Back during that biggest of all Depressions the State of South Carolina undertook a strange and controversial project. Through the use of federal funds, 40 miles of dams and dikes were thrown up to flood 160,000 acres of the sleepy, swampy, historic, moss-hung Low Country inland from Charleston. Armies of men and machines pushed the landscape around, cut or flooded great forests and diverted the Santee River into the Cooper.
Opponents of the Santee-Cooper Hydroelectric and Navigation Project predicted disaster in many forms. A cherished chunk of the Deep South was being engulfed. Conservationists opposed the dam because of the loss of the virgin forests and the effects on wildlife. Others held that a power project built below the fall line in nearly flat terrain was impractical even if it did include the longest dam in the world and the country's highest lock.
Backers of the plan predicted it would bring an industrial millennium. It would create jobs, provide commercial navigation to Columbia, the state capital, and produce cheap power. Byproducts were to include fishing, hunting and boating.
Many of the hopes for the Santee-Cooper project never materialized. There is no commercial navigation to Columbia and the giant lock is used infrequently. Power is sold, but the predicted millennium never showed up. But now there is a burst of activity which neither the opponents nor the backers of the project could foresee. Increasing millions of dollars are being spent there because of the odd behavior of a fish.

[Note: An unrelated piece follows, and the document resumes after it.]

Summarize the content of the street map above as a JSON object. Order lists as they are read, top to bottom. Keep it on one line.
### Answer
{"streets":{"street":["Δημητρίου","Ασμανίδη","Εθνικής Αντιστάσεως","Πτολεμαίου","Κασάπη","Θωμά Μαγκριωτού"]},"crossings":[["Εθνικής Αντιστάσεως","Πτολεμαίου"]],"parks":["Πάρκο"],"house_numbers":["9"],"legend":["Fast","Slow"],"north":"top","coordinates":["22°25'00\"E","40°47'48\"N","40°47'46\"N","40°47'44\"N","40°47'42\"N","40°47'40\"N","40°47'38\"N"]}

Roccus saxatilis, the voracious striped bass, which provided a fishery worth millions when it was taken to California, changed its mode of living to bring a fisherman's bonanza to the Santee-Cooper area. The year-round activity there would make patient salt-water striper fishermen along the East Coast turn bright green. Some anglers contend the unorthodox behavior of the southern stripers is an event comparable to Eli Whitney's invention of the cotton gin. Avoiding such hasty comparisons, it is evident that Roccus already has taken its place in the stream of history in South Carolina, and down there the stream of history runs long and deep.

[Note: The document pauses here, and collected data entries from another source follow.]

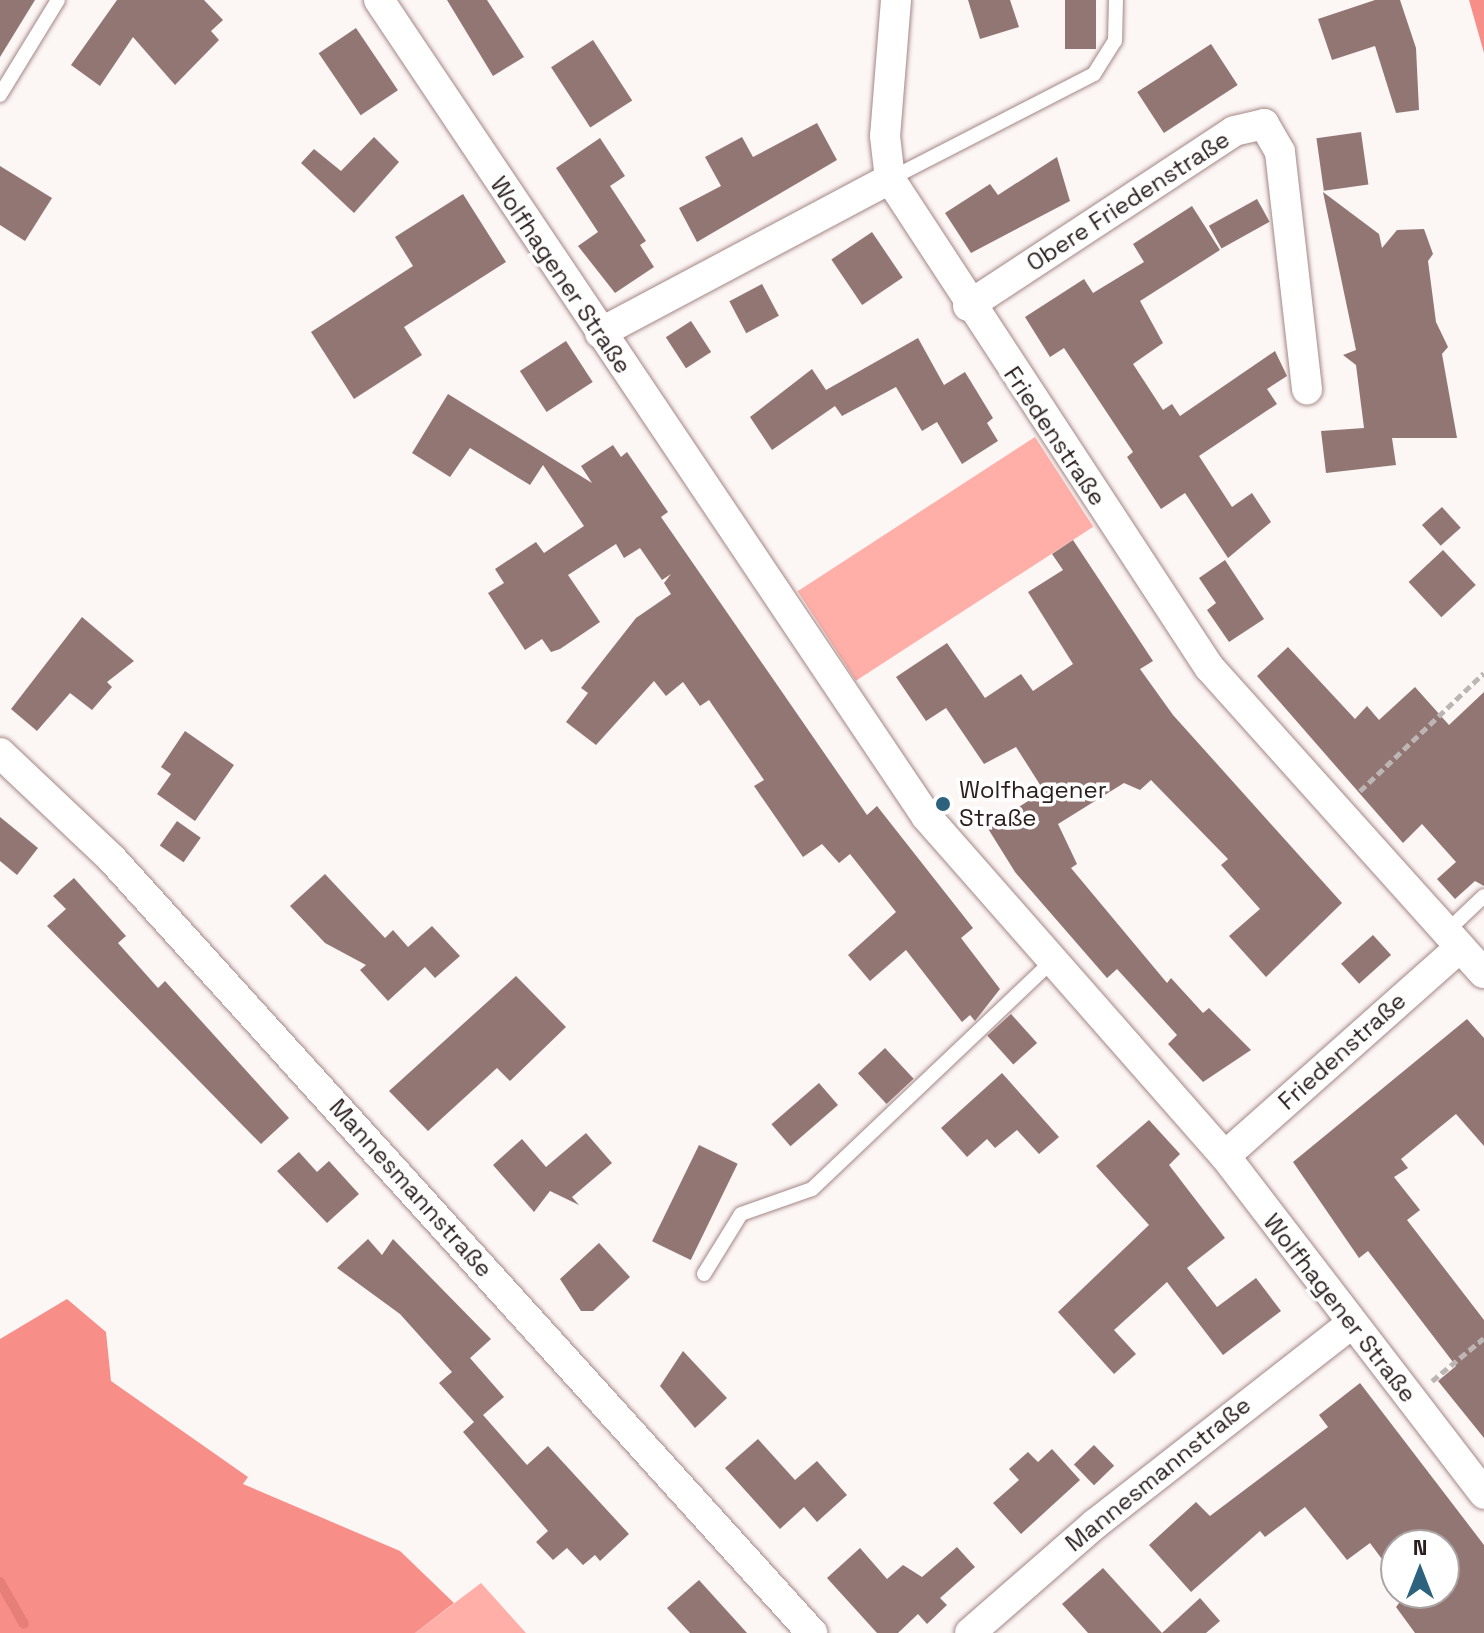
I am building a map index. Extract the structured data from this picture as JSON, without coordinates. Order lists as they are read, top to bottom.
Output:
{
  "streets": {
    "street": [
      "Obere Friedenstraße",
      "Wolfhagener Straße",
      "Friedenstraße",
      "Mannesmannstraße"
    ]
  },
  "crossings": [
    ["Obere Friedenstraße", "Friedenstraße"],
    ["Wolfhagener Straße", "Friedenstraße"],
    ["Wolfhagener Straße", "Mannesmannstraße"]
  ],
  "places": ["Wolfhagener Straße"],
  "north": "top"
}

The striped bass, called "rock" south of New Jersey, is traditionally anadromous and, like any well-behaved anadromous fish, it has always gone up rivers to spawn in fresh or nearly fresh water, following which its young go down to the sea or saltwater bays to do their growing. But for once tradition has been flaunted in the Deep South. All the scientific evidence indicates that millions of stripers are spawned and grow up in the Santee-Cooper without the slightest taste of salt water during their entire lives. Already the once controversial waters are known as "the home of the landlocked striper."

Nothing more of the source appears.